§ Your instructions: Word for word, please restate the lines from the beginning of the data through the line in which "position:absolute; left:2380px; top:10px;" appears.

§ Data provided:
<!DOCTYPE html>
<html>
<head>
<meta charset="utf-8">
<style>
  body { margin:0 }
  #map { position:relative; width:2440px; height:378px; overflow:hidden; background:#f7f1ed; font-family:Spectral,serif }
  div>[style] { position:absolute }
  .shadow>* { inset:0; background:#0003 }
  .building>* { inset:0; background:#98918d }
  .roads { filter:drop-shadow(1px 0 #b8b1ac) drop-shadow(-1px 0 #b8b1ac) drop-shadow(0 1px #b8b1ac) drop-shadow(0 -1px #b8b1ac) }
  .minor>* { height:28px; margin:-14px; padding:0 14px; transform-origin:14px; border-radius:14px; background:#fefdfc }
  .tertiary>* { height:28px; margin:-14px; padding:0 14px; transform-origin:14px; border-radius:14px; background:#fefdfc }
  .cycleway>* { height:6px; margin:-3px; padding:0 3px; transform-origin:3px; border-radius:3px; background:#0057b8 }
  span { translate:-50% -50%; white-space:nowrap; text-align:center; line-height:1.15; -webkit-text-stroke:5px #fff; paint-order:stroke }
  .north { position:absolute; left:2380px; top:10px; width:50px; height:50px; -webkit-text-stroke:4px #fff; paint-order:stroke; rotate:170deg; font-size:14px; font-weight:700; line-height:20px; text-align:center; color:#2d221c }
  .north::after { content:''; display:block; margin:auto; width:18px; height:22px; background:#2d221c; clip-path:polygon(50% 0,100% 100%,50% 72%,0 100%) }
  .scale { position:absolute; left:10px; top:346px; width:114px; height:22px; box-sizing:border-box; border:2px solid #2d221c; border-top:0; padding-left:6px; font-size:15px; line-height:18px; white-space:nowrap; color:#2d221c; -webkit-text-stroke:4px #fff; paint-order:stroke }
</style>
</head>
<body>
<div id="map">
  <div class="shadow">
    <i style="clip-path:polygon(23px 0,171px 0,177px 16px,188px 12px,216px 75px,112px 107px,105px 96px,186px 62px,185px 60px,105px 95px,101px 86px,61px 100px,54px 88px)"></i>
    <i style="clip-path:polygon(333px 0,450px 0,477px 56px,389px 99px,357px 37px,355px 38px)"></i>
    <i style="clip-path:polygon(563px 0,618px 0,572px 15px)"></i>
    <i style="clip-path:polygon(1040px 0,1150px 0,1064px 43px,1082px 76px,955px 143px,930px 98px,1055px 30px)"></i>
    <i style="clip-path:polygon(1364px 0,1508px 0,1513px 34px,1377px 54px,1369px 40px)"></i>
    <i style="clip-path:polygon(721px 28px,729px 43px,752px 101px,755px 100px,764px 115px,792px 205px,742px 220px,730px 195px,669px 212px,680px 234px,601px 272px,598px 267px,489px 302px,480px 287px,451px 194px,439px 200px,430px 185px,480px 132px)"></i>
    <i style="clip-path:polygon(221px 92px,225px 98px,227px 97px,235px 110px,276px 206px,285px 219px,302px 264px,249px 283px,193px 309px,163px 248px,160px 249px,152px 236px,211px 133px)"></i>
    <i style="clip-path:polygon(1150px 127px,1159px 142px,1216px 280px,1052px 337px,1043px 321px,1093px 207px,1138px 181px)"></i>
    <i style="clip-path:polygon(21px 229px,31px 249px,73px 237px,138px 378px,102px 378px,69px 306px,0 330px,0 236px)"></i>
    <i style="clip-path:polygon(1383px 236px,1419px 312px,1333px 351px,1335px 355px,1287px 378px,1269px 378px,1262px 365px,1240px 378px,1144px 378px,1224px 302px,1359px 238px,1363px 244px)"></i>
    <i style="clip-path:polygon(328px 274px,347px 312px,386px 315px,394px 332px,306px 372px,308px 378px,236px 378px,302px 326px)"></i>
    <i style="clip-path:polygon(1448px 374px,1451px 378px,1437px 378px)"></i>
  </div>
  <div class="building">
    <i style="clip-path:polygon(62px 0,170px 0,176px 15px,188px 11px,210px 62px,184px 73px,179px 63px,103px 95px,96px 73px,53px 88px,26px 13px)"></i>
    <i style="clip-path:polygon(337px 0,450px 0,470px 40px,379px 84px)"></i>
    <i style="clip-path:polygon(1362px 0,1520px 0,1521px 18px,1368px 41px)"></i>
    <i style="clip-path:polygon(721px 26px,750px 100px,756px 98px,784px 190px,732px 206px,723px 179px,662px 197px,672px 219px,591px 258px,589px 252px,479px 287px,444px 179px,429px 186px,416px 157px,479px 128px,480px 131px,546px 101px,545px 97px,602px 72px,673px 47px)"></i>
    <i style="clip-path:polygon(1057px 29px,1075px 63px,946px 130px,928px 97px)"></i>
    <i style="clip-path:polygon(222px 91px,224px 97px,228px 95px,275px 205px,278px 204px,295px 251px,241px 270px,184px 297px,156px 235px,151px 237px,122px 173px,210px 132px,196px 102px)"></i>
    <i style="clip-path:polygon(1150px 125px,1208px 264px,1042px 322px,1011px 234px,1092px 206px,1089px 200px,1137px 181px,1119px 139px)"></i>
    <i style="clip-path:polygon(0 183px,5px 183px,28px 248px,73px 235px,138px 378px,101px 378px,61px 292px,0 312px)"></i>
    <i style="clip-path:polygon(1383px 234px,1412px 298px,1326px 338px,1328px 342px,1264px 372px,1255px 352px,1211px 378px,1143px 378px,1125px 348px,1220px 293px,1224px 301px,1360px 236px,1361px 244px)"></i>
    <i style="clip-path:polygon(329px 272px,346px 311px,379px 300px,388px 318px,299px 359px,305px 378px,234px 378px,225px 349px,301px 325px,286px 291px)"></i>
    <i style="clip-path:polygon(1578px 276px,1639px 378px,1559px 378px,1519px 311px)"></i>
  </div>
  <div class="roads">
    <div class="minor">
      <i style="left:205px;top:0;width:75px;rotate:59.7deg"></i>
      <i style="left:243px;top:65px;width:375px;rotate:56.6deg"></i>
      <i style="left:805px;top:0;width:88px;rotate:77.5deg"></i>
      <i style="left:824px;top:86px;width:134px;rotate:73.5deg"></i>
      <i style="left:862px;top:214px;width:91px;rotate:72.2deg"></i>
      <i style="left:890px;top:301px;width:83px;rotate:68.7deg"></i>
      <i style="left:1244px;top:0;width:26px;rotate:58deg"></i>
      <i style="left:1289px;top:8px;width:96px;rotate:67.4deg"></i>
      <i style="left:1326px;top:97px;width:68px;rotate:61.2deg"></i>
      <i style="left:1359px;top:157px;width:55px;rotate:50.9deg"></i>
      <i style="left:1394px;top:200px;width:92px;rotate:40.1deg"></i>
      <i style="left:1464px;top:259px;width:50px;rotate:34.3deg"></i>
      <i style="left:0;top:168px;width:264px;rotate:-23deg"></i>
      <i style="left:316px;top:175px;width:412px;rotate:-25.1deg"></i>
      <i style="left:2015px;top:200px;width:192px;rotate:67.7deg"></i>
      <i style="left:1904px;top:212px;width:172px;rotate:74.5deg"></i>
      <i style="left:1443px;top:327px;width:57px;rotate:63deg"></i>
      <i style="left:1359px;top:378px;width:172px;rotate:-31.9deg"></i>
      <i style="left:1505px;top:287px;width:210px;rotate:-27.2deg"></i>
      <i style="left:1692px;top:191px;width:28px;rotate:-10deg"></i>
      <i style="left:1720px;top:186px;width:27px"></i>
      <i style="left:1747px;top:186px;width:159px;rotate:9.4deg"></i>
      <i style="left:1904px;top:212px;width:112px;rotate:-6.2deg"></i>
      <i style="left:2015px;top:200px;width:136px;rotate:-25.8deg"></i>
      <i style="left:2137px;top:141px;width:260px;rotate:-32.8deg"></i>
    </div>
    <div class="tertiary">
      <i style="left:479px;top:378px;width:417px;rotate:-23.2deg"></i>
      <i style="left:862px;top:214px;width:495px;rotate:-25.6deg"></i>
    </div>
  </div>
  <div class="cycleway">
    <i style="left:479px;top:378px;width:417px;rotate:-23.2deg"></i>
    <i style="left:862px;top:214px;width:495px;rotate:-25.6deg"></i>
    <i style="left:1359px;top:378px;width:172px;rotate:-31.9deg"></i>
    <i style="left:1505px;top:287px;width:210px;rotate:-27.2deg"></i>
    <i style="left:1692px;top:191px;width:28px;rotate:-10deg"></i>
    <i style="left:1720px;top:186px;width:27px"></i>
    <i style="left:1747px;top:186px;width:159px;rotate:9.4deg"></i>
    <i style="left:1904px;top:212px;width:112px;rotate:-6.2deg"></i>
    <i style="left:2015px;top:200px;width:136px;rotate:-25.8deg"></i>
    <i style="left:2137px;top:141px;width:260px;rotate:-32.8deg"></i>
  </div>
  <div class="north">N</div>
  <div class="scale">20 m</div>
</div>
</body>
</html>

§ Output for this exercise:
<!DOCTYPE html>
<html>
<head>
<meta charset="utf-8">
<style>
  body { margin:0 }
  #map { position:relative; width:2440px; height:378px; overflow:hidden; background:#f7f1ed; font-family:Spectral,serif }
  div>[style] { position:absolute }
  .shadow>* { inset:0; background:#0003 }
  .building>* { inset:0; background:#98918d }
  .roads { filter:drop-shadow(1px 0 #b8b1ac) drop-shadow(-1px 0 #b8b1ac) drop-shadow(0 1px #b8b1ac) drop-shadow(0 -1px #b8b1ac) }
  .minor>* { height:28px; margin:-14px; padding:0 14px; transform-origin:14px; border-radius:14px; background:#fefdfc }
  .tertiary>* { height:28px; margin:-14px; padding:0 14px; transform-origin:14px; border-radius:14px; background:#fefdfc }
  .cycleway>* { height:6px; margin:-3px; padding:0 3px; transform-origin:3px; border-radius:3px; background:#0057b8 }
  span { translate:-50% -50%; white-space:nowrap; text-align:center; line-height:1.15; -webkit-text-stroke:5px #fff; paint-order:stroke }
  .north { position:absolute; left:2380px; top:10px; width:50px; height:50px; -webkit-text-stroke:4px #fff; paint-order:stroke; rotate:170deg; font-size:14px; font-weight:700; line-height:20px; text-align:center; color:#2d221c }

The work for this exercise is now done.